Super-Comet – Super-Enttäuschung
Wie peinlich ist das bitte? Die beste Newcomerband, zudem auch Super-Comet-Gewinner Tokio Hotel singt bei der Cometverleihung 2005 nicht mal live. Nena war auch kein bisschen besser, alles von Tape. Ich frage mich ernsthaft mit welchem Recht diese pubertierende Band einen Comet bekommt. Gut, sie sind vom Publikum gewählt worden. Doch das lässt mich an der geistigen Fähigkeit vieler Jugendliche zweifeln.
My life is brilliant
Nach zweieinhalb Wochen Griechenland hat sich einiges getan im Bezug auf meine musikalischen Favorites. Zum ersten Mal in meinem Leben finden sich in meiner Playlist auch griechische Titel. Hier ein kurzer Überblick, der Songs, die mich derzeit am meisten ohral befriedigen:
Konnis Top 5 (29.09.05):
- James Blunt – You’re beautiful
- Elena Paparizou – Fos stin psychi
- Melanie C – First day of my life
- Xryspa – Moy kanei plaka o theos
- Giannis Ploutarxos – Ola se sena ta brhka
Sind aber nur einige. Für alle fehlt mir die Lust.
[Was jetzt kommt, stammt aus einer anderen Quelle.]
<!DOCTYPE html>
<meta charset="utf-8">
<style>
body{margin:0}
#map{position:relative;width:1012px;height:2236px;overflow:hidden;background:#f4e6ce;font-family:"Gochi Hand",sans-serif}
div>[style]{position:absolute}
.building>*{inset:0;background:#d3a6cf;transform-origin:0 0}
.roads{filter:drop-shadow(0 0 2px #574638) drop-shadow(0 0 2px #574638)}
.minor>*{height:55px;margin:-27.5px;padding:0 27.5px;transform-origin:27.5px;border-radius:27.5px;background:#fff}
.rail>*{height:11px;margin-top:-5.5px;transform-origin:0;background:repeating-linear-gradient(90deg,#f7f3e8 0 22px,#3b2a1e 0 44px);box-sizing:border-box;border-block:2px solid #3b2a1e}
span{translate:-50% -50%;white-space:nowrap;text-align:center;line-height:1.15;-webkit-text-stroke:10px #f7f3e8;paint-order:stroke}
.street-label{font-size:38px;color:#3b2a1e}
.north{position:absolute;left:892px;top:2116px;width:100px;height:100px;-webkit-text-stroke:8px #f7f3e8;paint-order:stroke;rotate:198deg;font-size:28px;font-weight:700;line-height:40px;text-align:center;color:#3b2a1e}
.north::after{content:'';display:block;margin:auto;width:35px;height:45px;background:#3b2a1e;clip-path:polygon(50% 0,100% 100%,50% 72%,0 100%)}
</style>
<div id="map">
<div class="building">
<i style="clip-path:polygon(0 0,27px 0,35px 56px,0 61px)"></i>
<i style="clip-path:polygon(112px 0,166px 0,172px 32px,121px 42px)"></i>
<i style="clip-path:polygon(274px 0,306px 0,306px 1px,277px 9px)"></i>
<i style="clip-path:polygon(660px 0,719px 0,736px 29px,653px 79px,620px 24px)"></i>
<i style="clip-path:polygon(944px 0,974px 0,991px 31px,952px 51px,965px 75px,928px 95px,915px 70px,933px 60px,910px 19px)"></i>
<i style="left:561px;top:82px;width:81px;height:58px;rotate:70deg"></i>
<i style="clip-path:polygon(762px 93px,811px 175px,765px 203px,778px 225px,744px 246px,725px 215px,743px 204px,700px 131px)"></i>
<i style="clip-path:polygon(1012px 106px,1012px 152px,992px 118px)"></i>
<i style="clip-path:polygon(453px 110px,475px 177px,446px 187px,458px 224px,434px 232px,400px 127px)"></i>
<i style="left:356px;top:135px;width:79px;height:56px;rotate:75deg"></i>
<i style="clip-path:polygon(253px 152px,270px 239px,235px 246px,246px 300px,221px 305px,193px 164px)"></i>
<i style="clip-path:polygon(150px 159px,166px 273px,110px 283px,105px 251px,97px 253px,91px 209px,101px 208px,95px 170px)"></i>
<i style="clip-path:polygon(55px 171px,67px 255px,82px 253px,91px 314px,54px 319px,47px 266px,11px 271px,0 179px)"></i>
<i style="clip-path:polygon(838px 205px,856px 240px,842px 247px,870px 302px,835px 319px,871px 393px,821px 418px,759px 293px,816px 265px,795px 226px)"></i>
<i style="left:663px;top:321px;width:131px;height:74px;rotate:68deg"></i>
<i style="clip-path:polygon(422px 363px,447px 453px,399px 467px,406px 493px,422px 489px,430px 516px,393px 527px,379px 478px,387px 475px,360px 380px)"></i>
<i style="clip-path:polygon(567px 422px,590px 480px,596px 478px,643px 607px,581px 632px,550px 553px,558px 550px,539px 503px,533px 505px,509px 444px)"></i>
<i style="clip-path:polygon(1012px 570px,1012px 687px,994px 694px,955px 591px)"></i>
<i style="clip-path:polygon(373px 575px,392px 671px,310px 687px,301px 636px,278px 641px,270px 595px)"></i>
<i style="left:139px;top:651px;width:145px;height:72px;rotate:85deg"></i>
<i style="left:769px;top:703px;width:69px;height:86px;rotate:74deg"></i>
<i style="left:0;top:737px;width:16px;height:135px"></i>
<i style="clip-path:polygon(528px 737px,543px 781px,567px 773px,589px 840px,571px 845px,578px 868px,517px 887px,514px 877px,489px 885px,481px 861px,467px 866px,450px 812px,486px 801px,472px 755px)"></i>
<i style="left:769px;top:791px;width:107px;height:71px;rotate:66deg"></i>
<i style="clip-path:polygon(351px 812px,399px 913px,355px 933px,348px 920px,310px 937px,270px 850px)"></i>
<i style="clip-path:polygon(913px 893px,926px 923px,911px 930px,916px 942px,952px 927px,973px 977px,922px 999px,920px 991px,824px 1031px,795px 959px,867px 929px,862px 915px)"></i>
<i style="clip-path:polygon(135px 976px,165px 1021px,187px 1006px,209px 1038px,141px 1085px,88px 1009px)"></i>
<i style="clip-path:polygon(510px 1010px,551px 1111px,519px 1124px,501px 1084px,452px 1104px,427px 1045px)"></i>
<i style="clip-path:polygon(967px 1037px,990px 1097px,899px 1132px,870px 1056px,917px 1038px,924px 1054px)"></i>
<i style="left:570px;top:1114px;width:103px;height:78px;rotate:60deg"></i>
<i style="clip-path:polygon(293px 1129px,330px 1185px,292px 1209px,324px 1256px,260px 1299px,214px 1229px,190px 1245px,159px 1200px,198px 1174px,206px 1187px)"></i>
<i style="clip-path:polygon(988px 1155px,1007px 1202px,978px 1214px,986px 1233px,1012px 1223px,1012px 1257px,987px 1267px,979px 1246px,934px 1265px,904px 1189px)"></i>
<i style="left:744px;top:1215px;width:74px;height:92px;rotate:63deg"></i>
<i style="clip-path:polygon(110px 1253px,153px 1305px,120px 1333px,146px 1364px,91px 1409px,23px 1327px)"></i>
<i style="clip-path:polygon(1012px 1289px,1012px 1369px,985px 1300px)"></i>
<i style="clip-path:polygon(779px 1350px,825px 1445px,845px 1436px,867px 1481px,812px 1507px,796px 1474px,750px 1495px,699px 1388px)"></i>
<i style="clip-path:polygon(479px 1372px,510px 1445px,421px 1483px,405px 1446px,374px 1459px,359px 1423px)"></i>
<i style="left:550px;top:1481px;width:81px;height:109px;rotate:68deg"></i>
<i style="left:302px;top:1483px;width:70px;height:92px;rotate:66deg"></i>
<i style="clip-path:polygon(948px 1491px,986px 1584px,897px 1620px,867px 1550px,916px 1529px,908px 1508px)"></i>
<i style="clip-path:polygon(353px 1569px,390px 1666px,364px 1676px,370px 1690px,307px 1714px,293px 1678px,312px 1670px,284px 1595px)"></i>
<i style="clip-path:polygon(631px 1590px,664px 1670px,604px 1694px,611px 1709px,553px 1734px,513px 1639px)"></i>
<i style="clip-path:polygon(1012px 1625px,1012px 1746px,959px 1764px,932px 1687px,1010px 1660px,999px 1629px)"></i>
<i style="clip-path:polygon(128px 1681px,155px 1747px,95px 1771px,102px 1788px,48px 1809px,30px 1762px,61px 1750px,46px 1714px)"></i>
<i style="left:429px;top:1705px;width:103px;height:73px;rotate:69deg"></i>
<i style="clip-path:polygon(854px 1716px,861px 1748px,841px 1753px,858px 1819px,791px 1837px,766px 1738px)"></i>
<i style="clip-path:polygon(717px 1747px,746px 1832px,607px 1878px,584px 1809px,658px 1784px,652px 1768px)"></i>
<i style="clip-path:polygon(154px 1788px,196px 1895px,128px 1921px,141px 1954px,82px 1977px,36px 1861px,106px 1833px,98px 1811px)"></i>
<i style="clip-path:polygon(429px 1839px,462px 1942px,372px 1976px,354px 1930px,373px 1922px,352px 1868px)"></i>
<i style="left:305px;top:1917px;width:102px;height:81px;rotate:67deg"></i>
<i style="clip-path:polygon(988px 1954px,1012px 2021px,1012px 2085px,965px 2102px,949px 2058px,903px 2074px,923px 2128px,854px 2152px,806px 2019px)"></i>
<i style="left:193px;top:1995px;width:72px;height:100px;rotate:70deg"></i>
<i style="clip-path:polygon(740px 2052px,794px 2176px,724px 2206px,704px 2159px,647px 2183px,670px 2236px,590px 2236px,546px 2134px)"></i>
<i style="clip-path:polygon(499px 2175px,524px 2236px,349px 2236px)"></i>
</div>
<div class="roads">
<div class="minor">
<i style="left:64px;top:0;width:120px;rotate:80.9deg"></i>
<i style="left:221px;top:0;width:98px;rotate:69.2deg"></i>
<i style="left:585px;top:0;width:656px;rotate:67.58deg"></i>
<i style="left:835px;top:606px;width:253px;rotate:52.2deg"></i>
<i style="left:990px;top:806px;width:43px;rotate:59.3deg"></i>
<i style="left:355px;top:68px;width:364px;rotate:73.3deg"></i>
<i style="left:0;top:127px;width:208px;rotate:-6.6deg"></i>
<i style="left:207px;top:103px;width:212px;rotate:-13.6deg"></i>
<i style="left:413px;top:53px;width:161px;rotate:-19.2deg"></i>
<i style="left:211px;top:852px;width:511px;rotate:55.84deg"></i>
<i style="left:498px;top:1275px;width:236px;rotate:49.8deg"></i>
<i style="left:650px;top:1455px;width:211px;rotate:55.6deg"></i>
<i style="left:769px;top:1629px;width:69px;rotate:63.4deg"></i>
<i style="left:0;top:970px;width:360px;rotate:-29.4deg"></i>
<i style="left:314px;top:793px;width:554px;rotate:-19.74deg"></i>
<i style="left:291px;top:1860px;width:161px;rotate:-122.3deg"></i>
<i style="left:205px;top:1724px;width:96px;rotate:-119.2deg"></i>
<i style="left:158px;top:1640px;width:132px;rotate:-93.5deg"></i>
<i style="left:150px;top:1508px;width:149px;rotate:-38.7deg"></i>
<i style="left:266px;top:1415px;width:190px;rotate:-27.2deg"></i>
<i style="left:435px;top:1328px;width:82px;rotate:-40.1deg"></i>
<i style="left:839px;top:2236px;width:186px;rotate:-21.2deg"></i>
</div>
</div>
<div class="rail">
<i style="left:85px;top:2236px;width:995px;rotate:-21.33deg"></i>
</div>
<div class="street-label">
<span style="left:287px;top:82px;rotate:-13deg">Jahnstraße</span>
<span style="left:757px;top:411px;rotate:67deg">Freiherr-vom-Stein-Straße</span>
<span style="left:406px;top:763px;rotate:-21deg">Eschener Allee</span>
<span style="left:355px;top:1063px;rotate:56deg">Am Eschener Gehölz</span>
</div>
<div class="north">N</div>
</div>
Laith Al-Deen – “Die Frage wie”
Am 05. September kommt das Album “Die Frage wie” von Laith Al-Deen in die Läden. Ich hab mir das Teil schon vorab angehört. Auf elf Tracks zeigt Laith wieder was in ihm steckt. Mit gewohnten Klängen und den typisch melancholischen Texten, berührt er die Zuhörer wieder sehr emotional.
Die CD wird in 2 Versionen erscheinen: Zum einen die normale CD mit den besagten elf Songs, zum anderen eine Dual-Disc. Backstageeindrücke, einige Videoclips zu den Songs und ein Livemitschnitt von “Worauf wartest du” sorgen hier neben dem akustischen Genuß auch für einen visuellen.